§ **ACTIVITY**
From top to bottom, write out the listing exactly.

+++ SUPPLIED RECORDS +++

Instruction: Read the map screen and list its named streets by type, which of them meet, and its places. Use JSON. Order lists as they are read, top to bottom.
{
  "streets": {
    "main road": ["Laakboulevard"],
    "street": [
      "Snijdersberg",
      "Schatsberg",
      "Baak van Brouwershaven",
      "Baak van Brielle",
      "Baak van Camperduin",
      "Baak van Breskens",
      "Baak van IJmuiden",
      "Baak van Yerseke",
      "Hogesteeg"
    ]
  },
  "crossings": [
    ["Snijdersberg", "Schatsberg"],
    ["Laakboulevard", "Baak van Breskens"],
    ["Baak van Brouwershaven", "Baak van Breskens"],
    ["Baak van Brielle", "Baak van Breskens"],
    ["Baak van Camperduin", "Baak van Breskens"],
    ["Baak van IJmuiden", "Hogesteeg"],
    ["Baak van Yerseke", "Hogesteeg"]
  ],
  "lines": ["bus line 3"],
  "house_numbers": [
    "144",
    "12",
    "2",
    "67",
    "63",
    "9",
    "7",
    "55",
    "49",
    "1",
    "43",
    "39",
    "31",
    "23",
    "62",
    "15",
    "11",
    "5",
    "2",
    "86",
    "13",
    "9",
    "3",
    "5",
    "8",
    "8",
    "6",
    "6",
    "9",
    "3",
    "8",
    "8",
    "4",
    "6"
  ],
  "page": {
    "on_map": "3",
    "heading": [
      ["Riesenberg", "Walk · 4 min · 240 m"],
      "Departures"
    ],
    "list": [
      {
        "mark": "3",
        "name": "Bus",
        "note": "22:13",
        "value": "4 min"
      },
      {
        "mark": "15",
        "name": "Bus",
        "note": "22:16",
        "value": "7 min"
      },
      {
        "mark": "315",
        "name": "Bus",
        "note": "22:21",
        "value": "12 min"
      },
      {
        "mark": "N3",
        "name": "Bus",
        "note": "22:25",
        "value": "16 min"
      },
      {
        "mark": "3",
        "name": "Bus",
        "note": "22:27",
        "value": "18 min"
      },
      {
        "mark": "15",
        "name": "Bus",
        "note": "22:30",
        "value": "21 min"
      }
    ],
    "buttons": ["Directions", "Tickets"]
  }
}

+++

§ **THE COMPLETED TASK**
Instruction: Read the map screen and list its named streets by type, which of them meet, and its places. Use JSON. Order lists as they are read, top to bottom.
{
  "streets": {
    "main road": ["Laakboulevard"],
    "street": [
      "Snijdersberg",
      "Schatsberg",
      "Baak van Brouwershaven",
      "Baak van Brielle",
      "Baak van Camperduin",
      "Baak van Breskens",
      "Baak van IJmuiden",
      "Baak van Yerseke",
      "Hogesteeg"
    ]
  },
  "crossings": [
    ["Snijdersberg", "Schatsberg"],
    ["Laakboulevard", "Baak van Breskens"],
    ["Baak van Brouwershaven", "Baak van Breskens"],
    ["Baak van Brielle", "Baak van Breskens"],
    ["Baak van Camperduin", "Baak van Breskens"],
    ["Baak van IJmuiden", "Hogesteeg"],
    ["Baak van Yerseke", "Hogesteeg"]
  ],
  "lines": ["bus line 3"],
  "house_numbers": [
    "144",
    "12",
    "2",
    "67",
    "63",
    "9",
    "7",
    "55",
    "49",
    "1",
    "43",
    "39",
    "31",
    "23",
    "62",
    "15",
    "11",
    "5",
    "2",
    "86",
    "13",
    "9",
    "3",
    "5",
    "8",
    "8",
    "6",
    "6",
    "9",
    "3",
    "8",
    "8",
    "4",
    "6"
  ],
  "page": {
    "on_map": "3",
    "heading": [
      ["Riesenberg", "Walk · 4 min · 240 m"],
      "Departures"
    ],
    "list": [
      {
        "mark": "3",
        "name": "Bus",
        "note": "22:13",
        "value": "4 min"
      },
      {
        "mark": "15",
        "name": "Bus",
        "note": "22:16",
        "value": "7 min"
      },
      {
        "mark": "315",
        "name": "Bus",
        "note": "22:21",
        "value": "12 min"
      },
      {
        "mark": "N3",
        "name": "Bus",
        "note": "22:25",
        "value": "16 min"
      },
      {
        "mark": "3",
        "name": "Bus",
        "note": "22:27",
        "value": "18 min"
      },
      {
        "mark": "15",
        "name": "Bus",
        "note": "22:30",
        "value": "21 min"
      }
    ],
    "buttons": ["Directions", "Tickets"]
  }
}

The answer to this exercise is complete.